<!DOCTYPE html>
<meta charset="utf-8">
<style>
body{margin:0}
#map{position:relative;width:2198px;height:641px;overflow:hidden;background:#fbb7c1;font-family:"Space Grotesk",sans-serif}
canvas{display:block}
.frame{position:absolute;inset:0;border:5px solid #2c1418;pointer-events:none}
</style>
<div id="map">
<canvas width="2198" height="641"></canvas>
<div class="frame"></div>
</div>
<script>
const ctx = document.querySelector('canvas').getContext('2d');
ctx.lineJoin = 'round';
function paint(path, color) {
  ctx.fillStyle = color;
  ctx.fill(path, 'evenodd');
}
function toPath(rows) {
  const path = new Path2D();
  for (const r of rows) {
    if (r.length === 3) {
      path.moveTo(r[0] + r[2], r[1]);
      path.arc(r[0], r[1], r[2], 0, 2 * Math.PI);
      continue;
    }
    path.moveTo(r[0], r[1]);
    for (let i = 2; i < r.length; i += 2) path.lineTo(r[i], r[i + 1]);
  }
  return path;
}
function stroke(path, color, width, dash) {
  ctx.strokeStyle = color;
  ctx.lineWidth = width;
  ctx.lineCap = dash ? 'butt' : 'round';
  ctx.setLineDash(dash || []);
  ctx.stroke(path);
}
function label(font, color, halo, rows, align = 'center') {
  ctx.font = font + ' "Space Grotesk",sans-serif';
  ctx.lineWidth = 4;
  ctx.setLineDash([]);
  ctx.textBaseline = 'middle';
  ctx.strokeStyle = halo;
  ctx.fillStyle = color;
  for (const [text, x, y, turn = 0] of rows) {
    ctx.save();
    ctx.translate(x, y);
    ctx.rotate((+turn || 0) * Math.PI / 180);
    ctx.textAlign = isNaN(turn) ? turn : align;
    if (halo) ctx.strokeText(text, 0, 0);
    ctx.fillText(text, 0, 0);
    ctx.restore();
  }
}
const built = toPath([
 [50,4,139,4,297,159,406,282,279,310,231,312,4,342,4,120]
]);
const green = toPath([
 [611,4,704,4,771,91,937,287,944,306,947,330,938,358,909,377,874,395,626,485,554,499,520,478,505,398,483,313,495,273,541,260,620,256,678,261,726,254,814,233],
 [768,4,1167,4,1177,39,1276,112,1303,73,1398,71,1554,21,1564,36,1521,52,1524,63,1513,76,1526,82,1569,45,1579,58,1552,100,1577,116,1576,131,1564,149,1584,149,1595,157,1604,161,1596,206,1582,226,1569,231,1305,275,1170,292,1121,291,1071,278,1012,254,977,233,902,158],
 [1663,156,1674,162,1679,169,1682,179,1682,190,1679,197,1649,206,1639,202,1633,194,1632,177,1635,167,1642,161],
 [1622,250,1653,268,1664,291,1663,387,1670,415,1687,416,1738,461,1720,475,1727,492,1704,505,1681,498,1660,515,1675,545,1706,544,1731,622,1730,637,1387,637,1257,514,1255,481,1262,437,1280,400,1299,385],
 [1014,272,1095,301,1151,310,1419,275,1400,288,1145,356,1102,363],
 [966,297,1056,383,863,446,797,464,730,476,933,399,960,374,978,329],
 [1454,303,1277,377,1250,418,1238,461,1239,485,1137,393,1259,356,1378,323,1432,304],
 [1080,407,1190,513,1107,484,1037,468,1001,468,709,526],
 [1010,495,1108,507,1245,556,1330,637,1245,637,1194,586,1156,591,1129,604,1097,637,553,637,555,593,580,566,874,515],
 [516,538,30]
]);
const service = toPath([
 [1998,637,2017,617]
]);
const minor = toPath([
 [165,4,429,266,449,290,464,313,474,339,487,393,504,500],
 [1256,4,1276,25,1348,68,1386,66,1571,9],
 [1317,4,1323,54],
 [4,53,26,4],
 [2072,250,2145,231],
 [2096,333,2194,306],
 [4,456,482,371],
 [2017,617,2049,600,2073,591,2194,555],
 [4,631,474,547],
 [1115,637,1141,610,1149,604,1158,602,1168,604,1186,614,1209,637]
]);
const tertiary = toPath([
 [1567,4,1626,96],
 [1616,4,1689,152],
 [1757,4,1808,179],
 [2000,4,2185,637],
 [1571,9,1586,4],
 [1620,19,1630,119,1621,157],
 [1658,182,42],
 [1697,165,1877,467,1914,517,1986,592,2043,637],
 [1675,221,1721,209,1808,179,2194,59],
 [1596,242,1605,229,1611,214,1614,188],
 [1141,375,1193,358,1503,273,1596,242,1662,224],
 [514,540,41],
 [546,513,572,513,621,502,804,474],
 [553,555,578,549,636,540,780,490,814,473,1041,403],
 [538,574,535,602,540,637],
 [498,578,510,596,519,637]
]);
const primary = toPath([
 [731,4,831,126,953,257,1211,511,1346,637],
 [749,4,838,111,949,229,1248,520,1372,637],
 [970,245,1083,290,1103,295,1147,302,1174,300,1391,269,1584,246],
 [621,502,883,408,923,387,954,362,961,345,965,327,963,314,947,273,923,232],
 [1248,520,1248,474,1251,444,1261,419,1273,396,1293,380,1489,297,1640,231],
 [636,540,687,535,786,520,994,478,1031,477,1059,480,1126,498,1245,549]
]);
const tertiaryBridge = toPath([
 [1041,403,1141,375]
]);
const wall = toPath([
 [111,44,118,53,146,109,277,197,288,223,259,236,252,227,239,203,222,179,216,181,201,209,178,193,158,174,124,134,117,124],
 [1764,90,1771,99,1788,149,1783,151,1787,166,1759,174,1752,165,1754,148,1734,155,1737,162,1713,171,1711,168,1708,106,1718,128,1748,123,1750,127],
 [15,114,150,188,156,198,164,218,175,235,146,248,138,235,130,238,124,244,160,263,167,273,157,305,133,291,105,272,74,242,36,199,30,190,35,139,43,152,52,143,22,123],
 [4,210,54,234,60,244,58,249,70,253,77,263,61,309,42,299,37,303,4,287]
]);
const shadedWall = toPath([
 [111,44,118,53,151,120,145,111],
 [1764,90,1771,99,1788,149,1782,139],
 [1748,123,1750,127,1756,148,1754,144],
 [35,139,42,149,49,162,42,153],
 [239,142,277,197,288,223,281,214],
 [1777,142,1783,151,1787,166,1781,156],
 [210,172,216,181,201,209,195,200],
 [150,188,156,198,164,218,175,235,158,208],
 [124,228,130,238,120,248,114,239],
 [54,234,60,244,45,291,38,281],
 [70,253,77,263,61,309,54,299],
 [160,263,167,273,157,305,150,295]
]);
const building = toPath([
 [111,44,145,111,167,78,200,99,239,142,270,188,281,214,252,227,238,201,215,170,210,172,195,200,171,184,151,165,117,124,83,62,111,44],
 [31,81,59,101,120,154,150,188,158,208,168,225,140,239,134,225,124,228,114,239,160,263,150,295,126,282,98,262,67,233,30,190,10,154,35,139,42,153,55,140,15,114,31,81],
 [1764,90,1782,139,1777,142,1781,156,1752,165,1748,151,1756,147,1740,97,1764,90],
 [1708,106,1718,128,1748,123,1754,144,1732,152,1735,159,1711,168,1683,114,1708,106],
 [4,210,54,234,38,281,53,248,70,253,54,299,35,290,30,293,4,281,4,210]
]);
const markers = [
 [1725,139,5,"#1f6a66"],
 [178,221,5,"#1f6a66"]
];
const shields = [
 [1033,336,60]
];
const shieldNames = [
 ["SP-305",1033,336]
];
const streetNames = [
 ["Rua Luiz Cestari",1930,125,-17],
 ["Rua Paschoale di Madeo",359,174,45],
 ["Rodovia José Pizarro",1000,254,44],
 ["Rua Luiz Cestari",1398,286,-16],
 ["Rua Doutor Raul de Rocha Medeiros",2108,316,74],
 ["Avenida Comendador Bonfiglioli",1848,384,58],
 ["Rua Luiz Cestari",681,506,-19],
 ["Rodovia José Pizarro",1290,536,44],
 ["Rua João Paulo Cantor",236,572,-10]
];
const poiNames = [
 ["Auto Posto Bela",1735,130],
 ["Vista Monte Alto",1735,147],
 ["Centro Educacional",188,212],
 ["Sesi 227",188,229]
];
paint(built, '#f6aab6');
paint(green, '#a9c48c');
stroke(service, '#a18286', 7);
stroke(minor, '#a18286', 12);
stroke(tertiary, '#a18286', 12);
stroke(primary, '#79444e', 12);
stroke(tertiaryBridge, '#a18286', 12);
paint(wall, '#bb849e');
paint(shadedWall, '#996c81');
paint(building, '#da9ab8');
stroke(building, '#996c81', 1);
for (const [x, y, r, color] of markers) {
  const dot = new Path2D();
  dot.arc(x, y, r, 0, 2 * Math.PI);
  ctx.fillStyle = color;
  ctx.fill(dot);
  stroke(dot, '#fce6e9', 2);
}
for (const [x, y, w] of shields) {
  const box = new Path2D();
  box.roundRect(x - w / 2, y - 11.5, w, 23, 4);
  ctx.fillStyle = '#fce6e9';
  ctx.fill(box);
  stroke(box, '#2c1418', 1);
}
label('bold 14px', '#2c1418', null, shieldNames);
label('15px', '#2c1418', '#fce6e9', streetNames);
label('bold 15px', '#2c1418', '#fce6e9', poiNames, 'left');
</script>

__________________________________________________

TASK TO CARRY OUT
All lines that hold the word "length" should be copied from the data.

THE COMPLETED TASK
    if (r.length === 3) {
    for (let i = 2; i < r.length; i += 2) path.lineTo(r[i], r[i + 1]);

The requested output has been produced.